La cybersécurité va-t-elle vraiment devenir inassurable ?

La cybersécurité va-t-elle vraiment devenir inassurable ?

La cybersécurité va-t-elle vraiment devenir inassurable ?

Philippe Cotelle, Président de la commission cyber de l’AMRAE et Risk manager dans un grand groupe industriel, constate que les assureurs affichent de fortes exigences en matière de risque cyber, condition de son assurabilité. 

Parole
d'expert

Une entreprise française sur deux a été victime d’une cyberattaque en 2022, selon le baromètre du CESIN (Club des Experts de la Sécurité de l’Information et du Numérique). Mais les entreprises ont-elles réellement pris la mesure du danger ? Ce n’est pas certain si l’on observe les difficultés que le secteur de l’assurance rencontre pour trouver l’équilibre économique des garanties cyber.

Un marché qui ne cesse de s’ajuster

« En fait, la dynamique de marché diffère selon la taille des entreprises », explique Philippe Cotelle, Président de la commission cyber de l’AMRAE (Association du management des risques et des assurances de l’entreprise) et Risk manager dans un grand groupe industriel, « dans son édition publiée en 2022, l’étude LUCY (LUmière sur la CYberassurance) montre que le marché a eu une réaction pour le moins brutale en direction des grandes entreprises en multipliant par 2 les taux de primes, en diminuant de 25 % les capacités proposées et en augmentant sensiblement les franchises à un niveau moyen de 4 millions d’euros ». Il est vrai que 2020 avait été une année noire en matière de risque cyber : quatre sinistres avaient, à eux seuls, consommé l’ensemble des primes du marché, soit un coût de 217 millions d’euros pour 130 millions de primes. La politique drastique des assureurs leur a cependant permis de retrouver un certain équilibre.
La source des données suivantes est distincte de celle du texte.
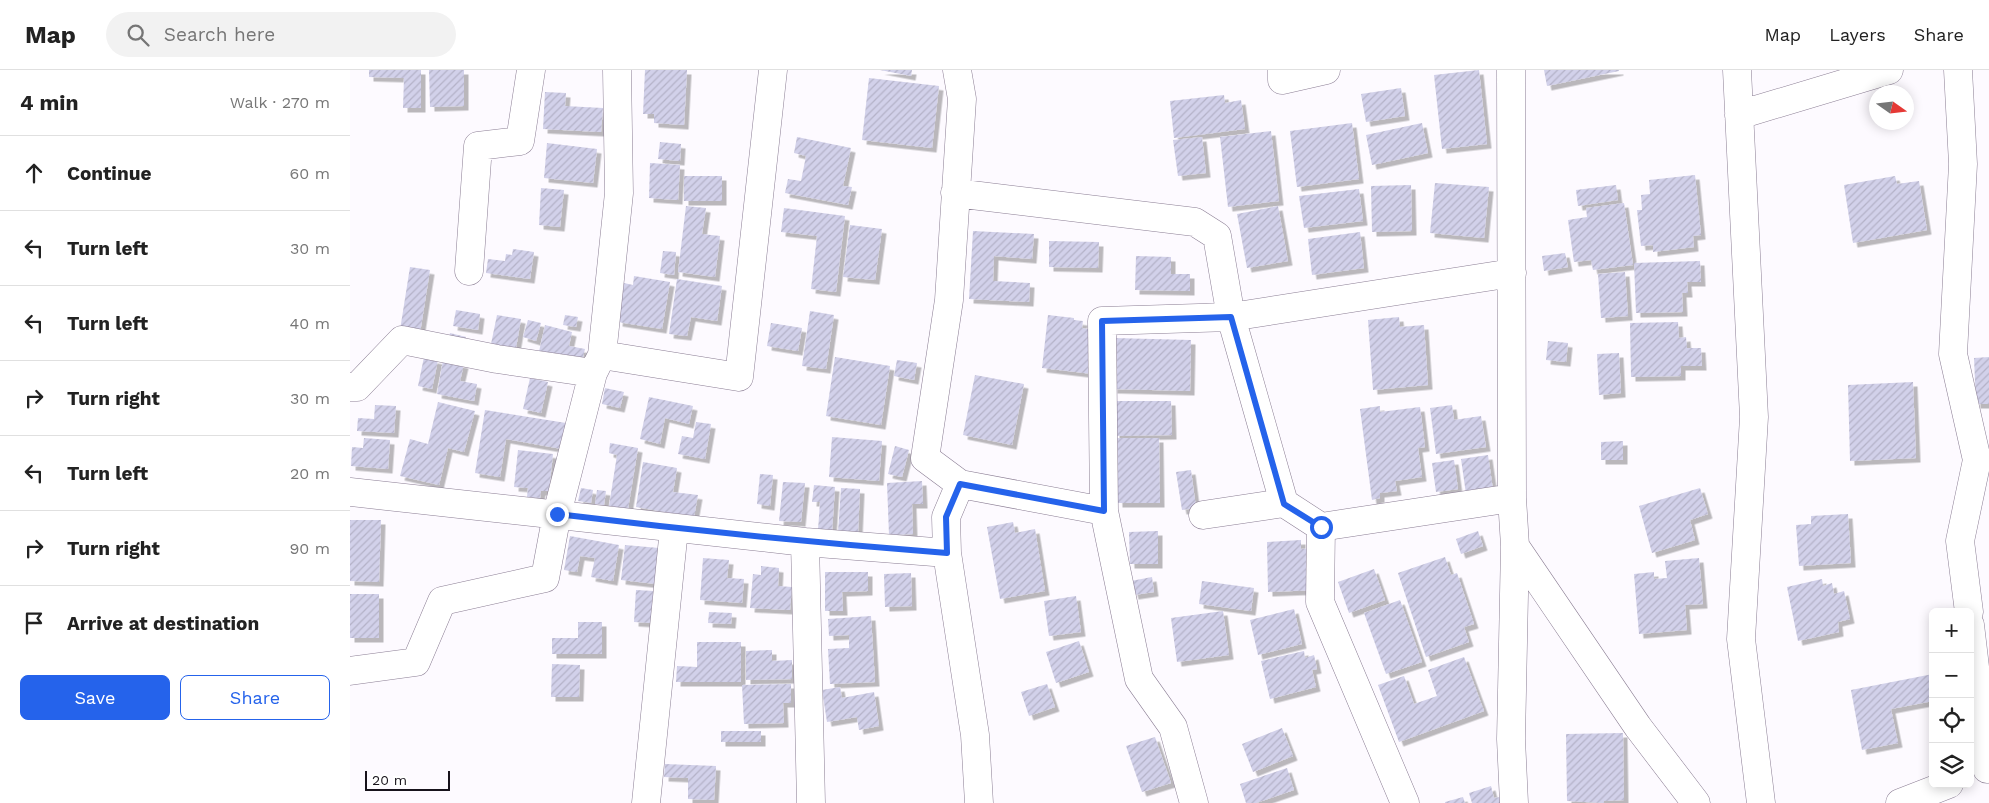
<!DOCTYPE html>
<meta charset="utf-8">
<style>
:root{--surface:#fff;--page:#f2f2f2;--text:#222;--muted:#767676;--line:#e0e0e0;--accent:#2563eb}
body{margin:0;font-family:"Work Sans",sans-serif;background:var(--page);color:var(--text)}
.controls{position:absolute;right:15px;bottom:15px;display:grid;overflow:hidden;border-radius:8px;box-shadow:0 2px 12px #0003}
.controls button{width:45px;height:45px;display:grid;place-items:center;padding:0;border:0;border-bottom:1px solid var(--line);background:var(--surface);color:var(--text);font:25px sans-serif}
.compass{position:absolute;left:1519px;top:15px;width:45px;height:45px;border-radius:50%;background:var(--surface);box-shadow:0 2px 12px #0003;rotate:104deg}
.scale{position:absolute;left:15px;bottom:12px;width:85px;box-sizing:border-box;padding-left:5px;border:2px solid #17121b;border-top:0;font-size:14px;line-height:18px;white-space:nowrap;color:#17121b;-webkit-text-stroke:4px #fff;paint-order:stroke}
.stop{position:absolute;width:15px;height:15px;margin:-11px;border:4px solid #2563eb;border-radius:50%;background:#fff}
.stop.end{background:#2563eb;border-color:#fff;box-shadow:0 1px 5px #0008}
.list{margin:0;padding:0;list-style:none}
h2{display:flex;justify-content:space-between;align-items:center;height:65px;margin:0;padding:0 20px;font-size:21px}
h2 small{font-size:16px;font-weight:400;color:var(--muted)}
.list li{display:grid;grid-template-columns:32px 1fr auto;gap:15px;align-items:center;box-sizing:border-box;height:75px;padding:0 20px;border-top:1px solid var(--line)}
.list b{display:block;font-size:19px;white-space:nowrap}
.list em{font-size:16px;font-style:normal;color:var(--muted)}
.actions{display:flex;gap:10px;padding:15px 20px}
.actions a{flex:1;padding:11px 0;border:1px solid var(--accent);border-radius:8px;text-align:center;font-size:18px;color:var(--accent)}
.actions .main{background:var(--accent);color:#fff}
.icon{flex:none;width:28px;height:28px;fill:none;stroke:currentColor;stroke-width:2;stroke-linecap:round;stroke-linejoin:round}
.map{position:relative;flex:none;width:1639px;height:733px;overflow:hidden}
header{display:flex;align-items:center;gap:30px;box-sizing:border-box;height:70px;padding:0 25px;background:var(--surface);border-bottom:1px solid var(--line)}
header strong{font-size:24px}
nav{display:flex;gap:28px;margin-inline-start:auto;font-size:18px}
.search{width:350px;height:45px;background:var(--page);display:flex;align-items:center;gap:12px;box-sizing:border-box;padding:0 18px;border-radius:28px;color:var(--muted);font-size:19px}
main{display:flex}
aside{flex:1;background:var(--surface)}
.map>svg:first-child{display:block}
</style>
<header>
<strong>Map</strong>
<div class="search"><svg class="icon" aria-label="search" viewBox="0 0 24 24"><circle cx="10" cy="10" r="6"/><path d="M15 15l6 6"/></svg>Search here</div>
<nav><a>Map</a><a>Layers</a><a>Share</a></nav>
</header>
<main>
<aside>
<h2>4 min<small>Walk · 270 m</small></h2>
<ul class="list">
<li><svg class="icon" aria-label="ahead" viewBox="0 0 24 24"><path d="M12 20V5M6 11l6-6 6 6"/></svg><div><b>Continue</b></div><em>60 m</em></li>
<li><svg class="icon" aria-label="left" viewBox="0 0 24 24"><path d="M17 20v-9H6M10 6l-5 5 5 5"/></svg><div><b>Turn left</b></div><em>30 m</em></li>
<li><svg class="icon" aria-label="left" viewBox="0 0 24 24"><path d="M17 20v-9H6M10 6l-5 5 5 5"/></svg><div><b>Turn left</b></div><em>40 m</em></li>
<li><svg class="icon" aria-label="right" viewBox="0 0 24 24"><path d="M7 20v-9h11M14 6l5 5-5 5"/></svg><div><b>Turn right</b></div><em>30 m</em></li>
<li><svg class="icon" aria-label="left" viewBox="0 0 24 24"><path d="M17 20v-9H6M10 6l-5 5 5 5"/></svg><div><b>Turn left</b></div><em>20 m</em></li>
<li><svg class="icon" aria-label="right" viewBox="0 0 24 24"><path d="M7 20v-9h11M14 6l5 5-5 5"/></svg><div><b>Turn right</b></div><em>90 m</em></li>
<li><svg class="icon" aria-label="arrive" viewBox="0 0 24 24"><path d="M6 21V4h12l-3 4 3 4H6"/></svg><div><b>Arrive at destination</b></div></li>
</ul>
<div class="actions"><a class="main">Save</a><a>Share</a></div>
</aside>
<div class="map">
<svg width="1639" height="733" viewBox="0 0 1639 733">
<defs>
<pattern id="building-hatch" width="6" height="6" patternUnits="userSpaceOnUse" patternTransform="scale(1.25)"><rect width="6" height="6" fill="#d2d1ea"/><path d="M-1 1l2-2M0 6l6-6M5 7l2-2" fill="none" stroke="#b4b2c8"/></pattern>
<filter id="shadow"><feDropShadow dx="4.5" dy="4.5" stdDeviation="0" flood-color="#0004"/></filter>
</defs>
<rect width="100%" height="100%" fill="#fdfaff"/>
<path fill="url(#building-hatch)" filter="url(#shadow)" d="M19,0H71V38H53L54,8L19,7Z
M79,0H114V36L80,37Z
M295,0H337L334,55L304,53V44H293Z
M530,0H562L561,6Z
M1129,0L1137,74L1092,79L1084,5Z
M1194,0H1269V1L1197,16Z
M519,8L589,16L582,78L512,70Z
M1051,18L1055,46L1016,52L1011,24Z
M195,22L216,23L215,36L253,38L251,62L193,59Z
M874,25L875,33L891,30L895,59L824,68L820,31Z
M1002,53L1009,109L947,117L940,61Z
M1072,53L1078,83L1022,95L1016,65Z
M921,61L929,131L878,137L870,67Z
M447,67L501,78L493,116L502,117L498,135L435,123L438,109L451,111L456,86L444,83Z
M852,67L856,103L828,106L823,70Z
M310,72L331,74L330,91L308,89Z
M197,73L247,79L243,113L194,108Z
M300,93L330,95L328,130L299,128Z
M1345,105L1351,165L1343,166L1344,177L1303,182V175L1291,176L1287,140H1292L1291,125L1300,124L1299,110Z
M334,106H372V131H334Z
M1545,106L1547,114L1569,111L1577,160L1503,173L1494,115Z
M1085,113L1139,117L1134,168L1080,163Z
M1061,115L1062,161L1022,162L1021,116Z
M1266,115L1268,130L1228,136L1226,120Z
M191,118L214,120L210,157L189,155Z
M1009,119L1013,151L954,158L949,126Z
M1274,133L1283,195L1243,200L1241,190L1224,192L1218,150L1237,147L1236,138Z
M336,136L356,138L352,164L370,166L365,207L328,202Z
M928,136L938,191L897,198L887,144Z
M434,138L495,146L486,222L461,219L467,166L431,162Z
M500,155L532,159L525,210L493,207Z
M623,161L684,164L682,189L644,186L643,211L680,213L679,232L619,229Z
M1010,162L1014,198L962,205L958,169Z
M699,171L749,172L748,198L699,197Z
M163,179L184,182L180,209L136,203L138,189L155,191L156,184L162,185Z
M313,181L326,182L324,205L310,203Z
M1215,183L1218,197L1194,201L1192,186Z
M786,186L821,187V204H840V221L785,220Z
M1350,191L1351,212H1337L1338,223H1332L1333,242L1286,243L1284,193Z
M60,197L80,200L70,263L50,260Z
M1275,202L1278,246L1251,248L1248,204Z
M284,206L320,212L312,259L268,252L274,213L283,215Z
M327,209L372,216L367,251L341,247L337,266L319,264Z
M106,240L130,244L128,260L103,256Z
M460,241L484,245L476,299L452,296Z
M147,245L171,249L166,278L141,274Z
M215,245L228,247L226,257L213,255Z
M698,245L724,248V250L733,251L732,258L748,261L743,304L692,298Z
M1049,247L1050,257L1074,255L1078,315L1023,320L1018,250Z
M178,250L191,253L186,271L173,267Z
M1328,252L1329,268L1336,267L1337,278H1351L1352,296H1331V306L1281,307L1280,253Z
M421,253L452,258L448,281L417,276Z
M195,255L222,262L219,276L235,279L231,295L188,286Z
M100,263L116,267L113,276L98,273Z
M764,268L841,270L840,321L763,319Z
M1198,271L1218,273L1216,292L1196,290Z
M1269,283L1271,323L1249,325L1247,284Z
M74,287L88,290L82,319L68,316Z
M485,287L540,296L531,355L476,346Z
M1639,287V334H1626L1624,288Z
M93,290L114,294L110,311L127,314L124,331L87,324Z
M547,290L567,293L564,310L544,306Z
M625,305L674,314L662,375L613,365Z
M180,308L198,312L191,343L173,339Z
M1563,312L1566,388L1500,391L1498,315Z
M255,318L274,322L270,338L252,334Z
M299,327L343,336L339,354L315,348L310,374L290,369Z
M765,331H821L822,365L765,366Z
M88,332L125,341L114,382L98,378L89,415L50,406L60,369L78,374Z
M25,335L46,336L44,363L7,361L8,348L24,349Z
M1102,335L1104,350L1131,346L1136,377L1086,384L1080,338Z
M1030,336V342L1070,337L1075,377L1068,378L1072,407L1045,411L1047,421L1030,423V428L1022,430L1010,339Z
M135,340L216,353L212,379L156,369L150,407L125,403Z
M346,352L361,354L355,389L328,384L332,366L343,368Z
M482,367L532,371L529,411L479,407Z
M14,368L40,370L38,399L1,396L2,377L13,378Z
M766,368H809L810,433H768Z
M1273,371V390H1251V372Z
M260,373L288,378L278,439L259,436L267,385L259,383Z
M545,376L559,380L552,407L538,404Z
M168,380L203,384L199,421H191L190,428L177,427L178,418L164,417Z
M1138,385L1143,420L1116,424L1111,389Z
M1104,390L1108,419L1086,422L1082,393Z
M293,392L327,398L323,422L348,425L344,447L286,437Z
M841,400L846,438L832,440L826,402Z
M410,404L423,405L420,436L407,434Z
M572,411L573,434H562L563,464L539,465L537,413Z
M433,412L455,413L451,452L429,451Z
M464,415L485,417L482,462L468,460L470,432H462Z
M231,418L243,420L241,433L228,431Z
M491,418L510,419L508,463L488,462Z
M1350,418L1358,444L1340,450L1345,470L1302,483L1289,436Z
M247,420L256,421L254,435L245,434Z
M1498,444L1501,493L1449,496L1446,455L1461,454V446Z
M0,450H31L29,512L0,511Z
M663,452L665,463L685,459L695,521L650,529L637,457Z
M808,461V494H780L779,462Z
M1128,461L1133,476L1111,484L1106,469Z
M220,466L269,475L263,511L241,507L245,488L230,486L227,502L214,500Z
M951,470V479L967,478L968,520L918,522L917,472Z
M275,475L309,478L306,514L271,510Z
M1095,487L1101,505L1107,503L1124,554L1114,557L1119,572L1076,587L1048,503Z
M353,488L379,490L377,508L394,509L392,533L350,530Z
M1349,488L1353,534L1335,535L1337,560L1289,564L1284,504L1304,502V509L1317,508L1315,491Z
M411,496L429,498L428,516L442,517L440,540L400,538L403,504L411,505Z
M1024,499L1035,530L999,543L988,512Z
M475,502H518V521L492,522L493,541H475Z
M561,503L562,536L535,537L534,504Z
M802,507L804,522L784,525L781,511Z
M1472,509L1473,516L1482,513L1484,524L1494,521L1500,549L1488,552L1489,562L1448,571L1437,517Z
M852,511L904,518L901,541L849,534Z
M286,520L304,521L301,553L284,552Z
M0,524H29V568H0Z
M726,526L731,562L699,566L694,531Z
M1050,530L1072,592L1036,604L1014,543Z
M944,539L952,574L908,585L900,550Z
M873,541L879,585L827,592L821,548Z
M359,542L382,543L381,554L358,553Z
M521,546L525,612L480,614L478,579L499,578V565L479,566L478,549Z
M228,552H252V584H202V568H228Z
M729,571L739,602L706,613L696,582Z
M347,572H391V612H326L327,596L347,597Z
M422,580V591L442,590V609L396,610V581Z
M954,581L955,588L964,585L967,599L962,600L966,617L920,629L911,591Z
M1114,587L1134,641L1049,672L1028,615L1054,606L1064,634L1087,626L1078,600Z
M202,594L230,595L229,627H201Z
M1583,604V631L1541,639L1548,673L1512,680L1501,620Z
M441,614V633H433L434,653L394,654L392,615Z
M697,614L705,637L679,646L671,622Z
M490,617L492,628L524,622L529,656L509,660L507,647L477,652L472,620Z
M932,658L943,686L903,702L892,674Z
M371,661H411V672H371Z
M1273,663L1274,730L1254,731V733L1217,731L1216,664Z
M805,667L821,713L792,722L776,676Z
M315,694L366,696L364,730L338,729V708L314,707Z
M937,698L944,720L906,733H896L890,714Z
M1141,716L1144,728L1150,727L1152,733H1122L1119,723Z
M1113,727L1115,733H1095V732Z"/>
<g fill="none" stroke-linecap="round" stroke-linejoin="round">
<defs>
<path id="street" d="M267,0L269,123L252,285L389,307L423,0
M607,0L612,29L599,230L575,388L610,414
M932,0V10L976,0
M1161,0L1162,428L1165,476L1161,669L1164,733
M1387,0L1404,347L1391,569L1411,733
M1608,0L1613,94L1603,284L1627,390L1610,471L1619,542
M1389,45L1539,0
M605,123L845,152L867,166L881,247L1162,203
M119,201L128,76L170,71L181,0
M0,317H7L52,270L147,289L243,303
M0,422L455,472L597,483
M853,445L934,433L971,457L1162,428
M971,457L970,532L1055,733
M455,472L461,733
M1165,476L1288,657L1346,733
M1620,555L1637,699
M0,601L66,592L92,531L195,508L207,444L243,303L252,285
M296,733L324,459
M629,733L625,665L597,483L596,447L610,414L754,441
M844,733L823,657L789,609L754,441L752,251L881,247L934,433
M1550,733L1599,714"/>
</defs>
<use href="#street" stroke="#8b7e94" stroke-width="29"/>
<use href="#street" stroke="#fff" stroke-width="28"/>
</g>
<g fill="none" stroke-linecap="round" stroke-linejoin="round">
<path stroke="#2563eb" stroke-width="6" d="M207,444C337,460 466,473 597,483L596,447L610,414L754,441L752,251L881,247L934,434L971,457"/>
</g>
</svg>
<div class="controls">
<button>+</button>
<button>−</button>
<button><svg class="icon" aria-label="locate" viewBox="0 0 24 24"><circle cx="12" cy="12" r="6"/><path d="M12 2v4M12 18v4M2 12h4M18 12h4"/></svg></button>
<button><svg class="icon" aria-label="layers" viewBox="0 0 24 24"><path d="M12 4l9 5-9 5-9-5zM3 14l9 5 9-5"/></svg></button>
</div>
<svg class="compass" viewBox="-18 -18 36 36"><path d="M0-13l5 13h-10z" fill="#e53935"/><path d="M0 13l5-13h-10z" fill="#767676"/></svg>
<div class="scale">20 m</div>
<div class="stop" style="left:971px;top:457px"></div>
<div class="stop end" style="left:207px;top:444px"></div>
</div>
</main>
Revers de la médaille, certaines grandes entreprises ont décidé de ne pas renouveler leur assurance cyber, notamment 11 sociétés du CAC 40.

ETI : une hausse de 400 % des sinistres

La situation a en revanche été moins radicale en ce qui concerne les ETI qui ont notablement augmenté leur couverture du risque cyber. « La hausse des taux pratiquée par les assureurs a été deux fois moins importante que pour les grandes entreprises et il en a été de même sur les franchises », relève Philippe Cotelle qui souligne toutefois que « les entreprises de taille intermédiaire ont enregistré une hausse de plus de 400 % des sinistres en 2021 ». Pour le Président de la commission cyber de l’AMRAE, il faut donc s’attendre à ce que les chiffres 2022 révèlent une inversion du mouvement observé l’année précédente : « le niveau d’exigence des assureurs devrait immanquablement croître en direction des ETI. A contrario, les grands comptes qui investissent massivement en cybersécurité devraient voir la réaction du marché se stabiliser. Et ce, d’autant que de nouveaux acteurs de l’assurance, venant notamment de Londres, ont fait leur apparition ».

La prévention, la première des protections

Face à ce risque devenu stratégique, du fait de sa diffusion dans toutes les strates de l’entreprise, les TPE et PME semblent en retrait. « S’estimant trop insignifiantes pour être exposées, elles ne réalisent pas leur dépendance au risque cyber », constate Philippe Cotelle qui recommande à ces dernières de miser davantage sur la prévention notamment en consultant le guide « Maîtrise du risque numérique » de l’AMRAE et de l’ANSII et le site cybermalveillance.gouv.fr. « Le risque cyber n’est pas inassurable du moment qu’il est géré », prévient Philippe Cotelle.